Wednesday, November 30, 2011

Let's wake up about ACOs

Comments by two folks recently should reawaken our concern about how to hold accountable care organizations accountable and whether creation of ACOs will lead to market dominance that will not bring value to patients.

Back in 2009, I noted: 

Here in Massachusetts, there is only one such entity that approaches the definition of an ACO, Partners Healthcare System. But there is no sign that it has used its size and scale to deliver care at a lower cost. Indeed, there is evidence that it has used its market power to extract higher rates from insurance companies. Likewise, there are no data to show that quality, safety, and efficacy in the delivery of care throughout the Partners system is better than other community hospitals or academic medical centers.

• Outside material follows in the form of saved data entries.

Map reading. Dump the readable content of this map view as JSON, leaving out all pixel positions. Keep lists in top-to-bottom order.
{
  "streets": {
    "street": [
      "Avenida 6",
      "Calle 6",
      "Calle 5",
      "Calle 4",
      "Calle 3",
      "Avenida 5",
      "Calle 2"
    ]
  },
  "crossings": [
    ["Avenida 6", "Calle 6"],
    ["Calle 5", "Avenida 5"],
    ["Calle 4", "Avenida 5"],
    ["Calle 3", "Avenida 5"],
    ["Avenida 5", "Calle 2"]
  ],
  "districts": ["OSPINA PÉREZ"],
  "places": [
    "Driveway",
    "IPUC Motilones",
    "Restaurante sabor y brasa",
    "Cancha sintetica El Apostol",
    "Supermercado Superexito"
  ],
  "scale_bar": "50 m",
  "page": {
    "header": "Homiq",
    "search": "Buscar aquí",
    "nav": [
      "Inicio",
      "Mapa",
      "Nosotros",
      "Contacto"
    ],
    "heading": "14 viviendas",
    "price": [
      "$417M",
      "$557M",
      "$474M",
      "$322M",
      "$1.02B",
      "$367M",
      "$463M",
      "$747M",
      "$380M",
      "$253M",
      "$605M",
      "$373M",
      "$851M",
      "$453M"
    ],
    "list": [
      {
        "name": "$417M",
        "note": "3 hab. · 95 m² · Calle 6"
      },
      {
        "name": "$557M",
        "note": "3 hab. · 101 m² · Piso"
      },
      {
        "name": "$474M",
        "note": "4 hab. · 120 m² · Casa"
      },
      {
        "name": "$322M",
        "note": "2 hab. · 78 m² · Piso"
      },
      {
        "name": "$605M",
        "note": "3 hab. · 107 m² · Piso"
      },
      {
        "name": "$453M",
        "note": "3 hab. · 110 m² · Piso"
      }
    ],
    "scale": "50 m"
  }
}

Indeed, a recent post suggests that such economies may be at risk in ways I hadn't considered.

Now, see these comments from Federal Trade Commissioner J. Thomas Rosch, as reported by Avik Roy on The Health Care Blog:

“The net result” of ACOs, says Rosch, “may therefore be higher costs and lower quality health care—precisely the opposite of its goal.”

Rosch notes that the Centers for Medicare and Medicaid Services (CMS) have been running an ACO demonstration project, called the Physician Group Practice Demonstration, for several years now. “The results were nothing to crow about,” says Rosch. “Even after five years of the project, a majority of the participating practice groups did not achieve any cost savings.”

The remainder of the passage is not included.